それから、いきなり手をのばして、あらん限りの力でレイを抱きしめた。
レイは息をのんだ。きびきびと動く隊員たちを気にして、とっさに身じろぎしかける。しかし、それもできなかった。彼の顔がうずめられている首筋に、熱いしずくがぽたぽたと落ちてきた。
「……怖かった」
くぐもった声は、聞き取れないほどに小さかった。
「間に合わないかと思った。本当に、怖かった……」
そのとたん、レイの瞳にも熱いものがこみ上げてきた。喉が詰まって、うまく話せなかった。わずかに顔を傾けて、彼の耳元へ問いかける。
「ジン。聞こえますか」
伏せられた頭が、力強くうなずく。
「……ああ。聞こえる」
ようやく身を起こしたジンへ、レイはうっすらと笑ってみせた。
「私は、大丈夫です」
数日前にもたった一度だけ、世界がこんなに鮮やかに見えたことがあった。今、最も高く上った太陽を背に、金の瞳から滴り落ちてくる光もそうだった。

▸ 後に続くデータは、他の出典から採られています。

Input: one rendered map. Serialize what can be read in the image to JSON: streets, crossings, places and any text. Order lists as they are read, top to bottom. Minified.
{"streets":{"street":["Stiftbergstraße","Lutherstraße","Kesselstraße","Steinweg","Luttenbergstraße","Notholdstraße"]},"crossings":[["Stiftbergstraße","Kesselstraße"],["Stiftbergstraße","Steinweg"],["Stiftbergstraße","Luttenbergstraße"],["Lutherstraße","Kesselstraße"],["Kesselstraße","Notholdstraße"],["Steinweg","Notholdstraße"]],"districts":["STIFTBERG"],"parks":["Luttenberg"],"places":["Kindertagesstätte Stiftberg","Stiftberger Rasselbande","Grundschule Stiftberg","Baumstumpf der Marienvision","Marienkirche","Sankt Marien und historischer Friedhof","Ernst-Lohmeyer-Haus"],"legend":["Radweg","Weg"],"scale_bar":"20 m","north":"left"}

「だって……あなたの目の前では、誰も死なないのだろう?」
ジンの顔がぐっとゆがんだ。それから、深く息を吸って、今度こそレイに笑顔を向ける。見慣れた、〈英雄〉の笑みだった。
「ああ。もう大丈夫だ。——絶対に俺が、助けてやるから」
レイは頷き、ゆっくりと目を閉じた。黒い手袋を失った片手で、顔に添えられたジンの手をそっと握る。ジンが息を呑む音が聞こえた。
じわりと滲み出たレイの涙が、笑みの形に弧を描いた目尻を伝い、二人の手をあたたかく濡らしていった。